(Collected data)
···

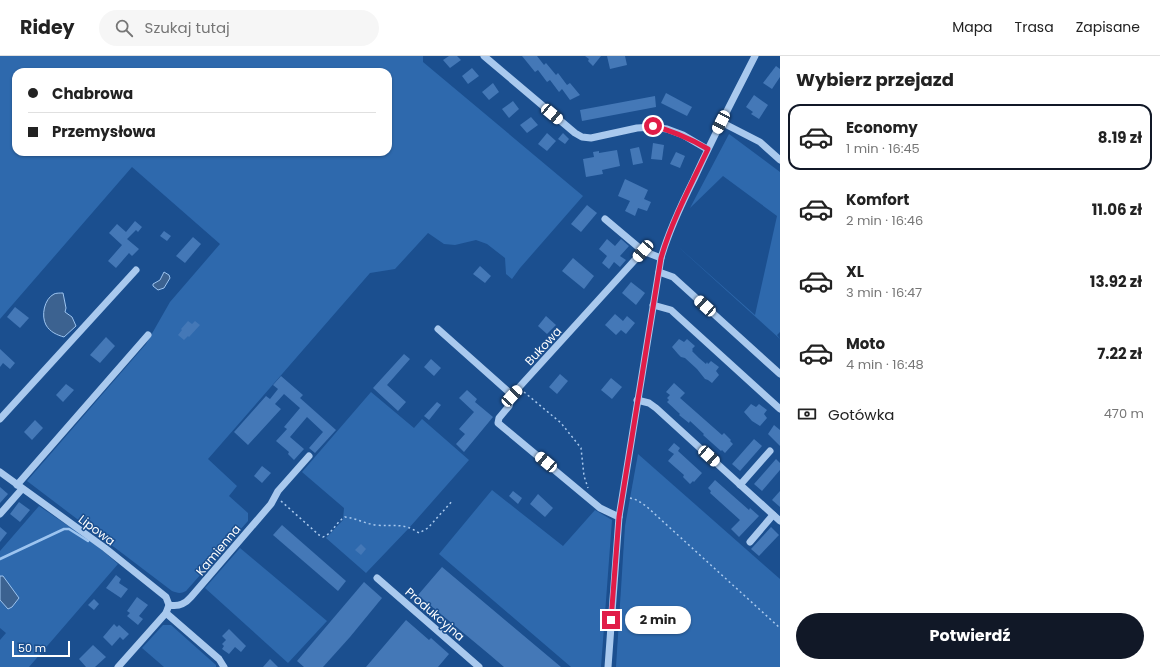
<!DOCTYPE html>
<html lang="pl">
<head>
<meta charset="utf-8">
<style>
  :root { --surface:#fff; --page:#f6f6f6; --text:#222; --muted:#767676; --line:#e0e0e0; --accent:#111827 }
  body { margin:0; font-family:Poppins,sans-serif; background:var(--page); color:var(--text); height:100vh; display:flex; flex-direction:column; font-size:15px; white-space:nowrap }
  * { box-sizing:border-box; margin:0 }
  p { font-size:13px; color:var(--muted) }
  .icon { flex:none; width:22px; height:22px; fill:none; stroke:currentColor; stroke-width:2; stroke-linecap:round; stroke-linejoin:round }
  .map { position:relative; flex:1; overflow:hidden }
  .side { display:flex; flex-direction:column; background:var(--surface); width:380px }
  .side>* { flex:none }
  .top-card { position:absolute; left:12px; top:12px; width:380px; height:88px; border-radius:12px; box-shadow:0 1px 3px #0004; display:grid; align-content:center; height:88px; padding:0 16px; background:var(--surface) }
  .scale { position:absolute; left:12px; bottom:10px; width:58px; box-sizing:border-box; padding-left:4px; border:2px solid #fff; border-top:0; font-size:11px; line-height:14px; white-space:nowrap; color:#fff; -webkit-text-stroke:3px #1b4f8f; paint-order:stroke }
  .end { position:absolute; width:18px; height:18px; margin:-9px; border:5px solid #e11d48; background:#fff; box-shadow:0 0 0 2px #fff }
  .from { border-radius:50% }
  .bubble { position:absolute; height:28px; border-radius:14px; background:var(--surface); box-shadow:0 1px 3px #0004; font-size:13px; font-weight:700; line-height:28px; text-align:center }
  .car { position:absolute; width:12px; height:24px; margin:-12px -6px; border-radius:5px; box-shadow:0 0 3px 1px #0007; background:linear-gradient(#fff 24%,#345 0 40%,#fff 0 76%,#345 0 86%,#fff 0) }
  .top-card b { display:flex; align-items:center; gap:14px; height:38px; font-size:15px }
  .top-card b+b { border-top:1px solid var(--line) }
  .top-card i { width:10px; height:10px; background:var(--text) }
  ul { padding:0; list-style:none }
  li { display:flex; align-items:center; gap:12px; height:66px; margin:0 8px 6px; padding:0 8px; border:2px solid transparent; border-radius:12px }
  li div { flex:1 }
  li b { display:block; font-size:15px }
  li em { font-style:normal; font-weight:700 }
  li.on { border-color:var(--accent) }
  li>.icon { width:36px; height:36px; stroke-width:1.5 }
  h2 { padding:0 16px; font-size:18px; line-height:48px }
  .pay { display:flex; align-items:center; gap:10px; height:44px; padding:0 16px; font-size:15px }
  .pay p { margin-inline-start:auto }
  .button { display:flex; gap:8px; margin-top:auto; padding:8px 16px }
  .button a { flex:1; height:46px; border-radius:24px; background:var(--accent); color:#fff; font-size:16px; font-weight:700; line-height:46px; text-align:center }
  header { display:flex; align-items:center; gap:24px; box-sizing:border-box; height:56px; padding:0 20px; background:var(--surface); border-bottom:1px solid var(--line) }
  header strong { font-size:19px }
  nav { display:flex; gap:22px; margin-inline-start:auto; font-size:14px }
  .search { width:280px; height:36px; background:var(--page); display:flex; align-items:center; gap:10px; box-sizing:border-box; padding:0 14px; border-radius:22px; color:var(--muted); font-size:15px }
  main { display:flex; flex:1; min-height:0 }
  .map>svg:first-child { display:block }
  .green { fill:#2e69ad; fill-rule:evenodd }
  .water { fill:#3c6290; stroke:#9cc4f0 }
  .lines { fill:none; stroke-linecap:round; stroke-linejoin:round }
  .stream { stroke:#9cc4f0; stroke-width:2.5 }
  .building { fill:#4478b7 }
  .path { stroke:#a9c9ee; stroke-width:1.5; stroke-dasharray:2 3; stroke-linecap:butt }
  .minor { stroke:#a9c9ee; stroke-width:7 }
  .route { stroke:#e11d48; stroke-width:5 }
  .labels { text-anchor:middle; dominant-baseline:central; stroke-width:3; stroke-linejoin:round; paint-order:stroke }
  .street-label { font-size:12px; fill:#fff; stroke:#1b4f8f }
</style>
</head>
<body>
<header>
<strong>Ridey</strong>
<div class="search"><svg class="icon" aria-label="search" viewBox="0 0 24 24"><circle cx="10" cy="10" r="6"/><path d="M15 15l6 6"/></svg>Szukaj tutaj</div>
<nav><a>Mapa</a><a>Trasa</a><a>Zapisane</a></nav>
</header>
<main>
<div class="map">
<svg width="780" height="611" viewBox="0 0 780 611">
  <rect width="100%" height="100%" fill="#1b4f8f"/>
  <g class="green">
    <path d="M0 0H423V6L583 140 520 212 512 223 506 218 505 202 487 188 476 184 455 189 444 188 428 177 395 213 370 217 208 403 237 430 229 440 248 457V465L186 535C181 538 177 537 172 535L27 425 146 288 170 246 220 188 132 111 0 263ZM16 16H388V96H16Z"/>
    <path d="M729 78 780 116V276L777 279 780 283 674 187 755 259 777 160 723 120 690 152Z"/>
    <path d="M371 336 414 372 422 363 469 404 409 472 366 517 326 482 343 464 344 452 302 416Z"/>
    <path d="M638 398 780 523V611H616L625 470Z"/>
    <path d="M492 434 563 490 595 454 612 464 601 611H571L439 498Z"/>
    <path d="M39 450 95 488 118 508 29 611H0V584L6 577 0 572V495Z"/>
    <path d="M240 492 327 565 288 607 205 532Z"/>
    <path d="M163 569H171L216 609V611H164L142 592Z"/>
  </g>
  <g class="water">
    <path d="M164 216 169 219 170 222 164 232 158 234 153 230V228L160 224Z"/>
    <path d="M63 237 66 252 65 256 72 261 76 270 64 281C57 279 50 276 46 269 41 260 44 243 54 238 56 237 60 237 63 237Z"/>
    <path d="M0 520H3L19 542 12 551 8 553 0 544Z"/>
  </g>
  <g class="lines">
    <path class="stream" d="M0 503 64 473H69L88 485"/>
  </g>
  <g class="building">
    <path d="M449 0H457L461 4 450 12 443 4Z"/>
    <path d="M522 0H537L544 9 546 7 556 19 558 17 567 29 570 27 580 39 570 44 562 33 559 36 550 24 547 26 538 14 535 16Z"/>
    <path d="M585 0H601L593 10 588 5 589 3Z"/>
    <path d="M607 0H625L627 9 610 13Z"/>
    <path d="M776 10 780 13V21L772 33 763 27Z"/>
    <path d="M472 12 479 20 468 28 462 20Z"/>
    <path d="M493 27 499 36 489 44 482 36Z"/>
    <path d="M666 37 692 51 687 60 661 47Z"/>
    <path d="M754 39 768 49 759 63 751 58 753 56 746 51Z"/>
    <path d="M655 40 656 51 582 65 580 54Z"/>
    <path d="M513 45 519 53 509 62 502 53Z"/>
    <path d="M531 61 538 69 527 77 520 69Z"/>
    <path d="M547 77 556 85 547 95 538 88Z"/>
    <path d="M563 77 569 83 565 88 558 83Z"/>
    <path d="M653 87 664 89 662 104 651 103Z"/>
    <path d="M639 91 643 107 633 109 630 93Z"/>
    <path d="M617 94 620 110 602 114 603 118 586 121 583 103 594 101 593 96 599 95V97Z"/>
    <path d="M676 96 685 100 680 112 670 108Z"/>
    <path d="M625 123 648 134 644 143 651 146 647 155 638 152 635 160 625 155 630 145 618 140Z"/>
    <path d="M587 149 597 157 581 176 571 168Z"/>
    <path d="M135 165 142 171 138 176 136 174 127 183 139 193 132 200 129 197 116 212 108 205 122 189 109 177 117 168 126 176Z"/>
    <path d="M164 175 171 180 167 185 160 180Z"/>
    <path d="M193 181 201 188 185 207 176 200Z"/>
    <path d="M607 183 615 190 621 183 629 190 620 200 626 204 620 211 614 206 609 213 602 207 607 200 599 193Z"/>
    <path d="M573 202 594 220 584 233 562 215Z"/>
    <path d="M480 210 491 220 485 227 473 218Z"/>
    <path d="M631 226 645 237 636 249 622 237Z"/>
    <path d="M15 251 29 262 20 272 7 261Z"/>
    <path d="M615 258 623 265 627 260 635 267 626 278 621 274 616 279 605 269Z"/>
    <path d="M546 260 556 269 547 278 538 270Z"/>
    <path d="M188 265 192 268 195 265 200 269 189 281 188 280 184 284 178 279 182 274 181 273Z"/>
    <path d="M106 281 115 290 100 307 90 299Z"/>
    <path d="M679 283 684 286 687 283 695 290 692 293 693 294 692 295 699 302 706 308 707 306 708 308 711 305 719 311 716 315 719 319 712 327 708 324 705 323 697 313 685 302 681 301 678 298 672 291Z"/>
    <path d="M0 293 15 307 10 313 3 307 0 311Z"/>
    <path d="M404 298 410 303 387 329 406 346 398 355 373 332Z"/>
    <path d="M431 303 441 312 434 320 424 311Z"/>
    <path d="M560 318 568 325 557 338 549 331Z"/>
    <path d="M281 320 303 339 300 342 336 374 315 397 309 392 323 376 307 361 290 381 304 393 294 404 288 398 289 396 276 385 287 373 284 371 300 352 284 338 275 348 281 353 248 389 234 376 266 340 270 343 278 333 273 329Z"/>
    <path d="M611 322 622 331 612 343 601 334Z"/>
    <path d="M674 327 685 337 680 342 722 379 724 377 731 384 730 385 733 388 725 397 722 394 721 395 703 379 704 378 690 365 689 367 679 359 680 358 667 346 669 344 667 342 670 339 666 336Z"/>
    <path d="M66 328 74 334 63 346 56 339Z"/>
    <path d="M467 334 477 343 475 346 493 361 464 396 456 388 465 378 459 373 474 356 459 342Z"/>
    <path d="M437 346 441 349 429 364 424 360Z"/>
    <path d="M751 348 756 351 759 348 767 354 764 358 767 362 760 370 752 365 744 356Z"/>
    <path d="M35 364 43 372 32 384 24 376Z"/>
    <path d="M774 369 780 374V390L768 378Z"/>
    <path d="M754 383 762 390 740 415 732 408Z"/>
    <path d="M674 387 680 392 678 395 702 417 694 426 693 425 690 428 683 421 684 419 668 405 674 398 668 394Z"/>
    <path d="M776 403 780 407V414L762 435 754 428Z"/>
    <path d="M262 410 271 417 262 427 254 420Z"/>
    <path d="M715 424 749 454 750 452 759 460 739 481 731 473 740 464 710 437 711 435 708 432Z"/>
    <path d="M0 431 8 438 0 447Z"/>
    <path d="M513 435 522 442 518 448 509 440Z"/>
    <path d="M780 435V451L772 444Z"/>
    <path d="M538 438 553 452 545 461 530 448Z"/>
    <path d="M19 446 30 454 20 466 10 458Z"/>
    <path d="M282 469 346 525 338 535 273 479Z"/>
    <path d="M0 471 7 477 0 486Z"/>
    <path d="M771 471 779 479 759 500 751 493Z"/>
    <path d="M361 488 366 493 361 499 355 494Z"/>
    <path d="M442 511 505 564 561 611H504L490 599 418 539Z"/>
    <path d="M116 519 121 523 119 527 128 533 121 542 106 532Z"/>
    <path d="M364 526 382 542 350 581 323 611H304L297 605Z"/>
    <path d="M137 541 148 549 139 560 143 563 138 569 127 560 130 557 127 555Z"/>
    <path d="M94 543 99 548 94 554 88 549Z"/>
    <path d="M406 564 429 584 431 582 449 598 438 611H366Z"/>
    <path d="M114 568 117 571 119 569 129 578 123 584 120 581 112 590 103 581Z"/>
    <path d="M229 573 246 590 241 596 235 591 229 598 222 593 224 590 222 588 226 584 222 580Z"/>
    <path d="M93 589 106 601 95 611H86L79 603Z"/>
    <path d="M270 603 278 611H263Z"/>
  </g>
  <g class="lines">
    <g class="path">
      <path d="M524 336 561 367 581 392 584 420 588 432"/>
      <path d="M630 442 637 444 646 450 780 572"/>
      <path d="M281 445 319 479 323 481C332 478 336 466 345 461 356 462 365 468 376 469 394 471 403 466 419 477L428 472 453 444"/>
    </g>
    <g class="minor">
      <path d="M484 0 575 77 582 81 591 82 637 72 653 71 667 73 683 79 707 93"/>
      <path d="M721 66 760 86 780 104"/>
      <path d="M605 163 643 195"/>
      <path d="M659 216 673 221 780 318"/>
      <path d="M653 249 671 254 780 353"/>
      <path d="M438 273 512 339 643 195 661 202"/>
      <path d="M512 339 509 350 499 362 498 367 600 452 619 461"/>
      <path d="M637 344 649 347 656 352 780 465"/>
      <path d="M0 363 136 214"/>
      <path d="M0 416 105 492 166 541 169 549 166 557 118 611"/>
      <path d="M17 429 148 279"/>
      <path d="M740 429 770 395"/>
      <path d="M0 458 22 433"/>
      <path d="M750 486 773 459"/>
      <path d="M377 522 479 611"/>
      <path d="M169 549C179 551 185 548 191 541L271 448 278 435 309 400"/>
      <path d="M166 557 219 603 224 611"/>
      <path d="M608 611 619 461 661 202C669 174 681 149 694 123 713 81 734 41 755 0"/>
    </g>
  </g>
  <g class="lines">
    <path class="route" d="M611 564 619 461 661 202C672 164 691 129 708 93 689 82 674 75 653 70"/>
  </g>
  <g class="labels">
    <g class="street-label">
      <text transform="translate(543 290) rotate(-47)">Bukowa</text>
      <text transform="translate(97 474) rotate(37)">Lipowa</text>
      <text transform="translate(218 494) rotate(-50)">Kamienna</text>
      <text transform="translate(435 558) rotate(41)">Produkcyjna</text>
    </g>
  </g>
</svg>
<div class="scale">50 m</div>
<i class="end from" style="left:653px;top:70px"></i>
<i class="end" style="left:611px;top:564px"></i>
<div class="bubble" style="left:625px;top:550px;width:66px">2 min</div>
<i class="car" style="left:552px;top:58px;rotate:130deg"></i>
<i class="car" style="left:721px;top:66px;rotate:207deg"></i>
<i class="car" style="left:643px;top:195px;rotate:221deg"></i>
<i class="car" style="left:705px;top:250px;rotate:312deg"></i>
<i class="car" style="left:512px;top:340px;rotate:43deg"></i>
<i class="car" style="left:709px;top:400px;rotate:132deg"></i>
<i class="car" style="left:546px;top:406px;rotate:310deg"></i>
<div class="top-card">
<b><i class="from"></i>Chabrowa</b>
<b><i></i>Przemysłowa</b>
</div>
</div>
<section class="side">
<h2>Wybierz przejazd</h2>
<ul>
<li class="on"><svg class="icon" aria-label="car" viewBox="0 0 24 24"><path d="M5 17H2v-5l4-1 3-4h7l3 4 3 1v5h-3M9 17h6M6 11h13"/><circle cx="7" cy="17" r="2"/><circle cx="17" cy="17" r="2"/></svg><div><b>Economy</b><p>1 min · 16:45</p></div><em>8.19 zł</em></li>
<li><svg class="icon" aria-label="car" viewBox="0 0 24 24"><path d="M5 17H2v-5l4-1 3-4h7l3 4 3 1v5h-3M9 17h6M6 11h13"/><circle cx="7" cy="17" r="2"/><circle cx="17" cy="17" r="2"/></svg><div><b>Komfort</b><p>2 min · 16:46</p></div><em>11.06 zł</em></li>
<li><svg class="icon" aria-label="car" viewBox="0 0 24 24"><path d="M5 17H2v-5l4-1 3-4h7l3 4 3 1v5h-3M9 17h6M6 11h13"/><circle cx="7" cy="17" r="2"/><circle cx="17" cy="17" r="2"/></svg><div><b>XL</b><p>3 min · 16:47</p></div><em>13.92 zł</em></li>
<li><svg class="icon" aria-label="car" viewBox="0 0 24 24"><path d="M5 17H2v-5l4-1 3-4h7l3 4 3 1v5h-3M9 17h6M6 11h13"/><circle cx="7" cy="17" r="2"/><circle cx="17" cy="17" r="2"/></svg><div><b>Moto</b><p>4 min · 16:48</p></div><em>7.22 zł</em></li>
</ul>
<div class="pay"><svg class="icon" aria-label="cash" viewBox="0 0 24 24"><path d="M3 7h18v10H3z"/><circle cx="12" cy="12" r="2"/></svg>Gotówka<p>470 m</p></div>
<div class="button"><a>Potwierdź</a></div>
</section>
</main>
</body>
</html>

···

• _TASK TO CARRY OUT_
A single number is required: the count of lines in the entries that include the word "column".

• _RESULT BELOW_
2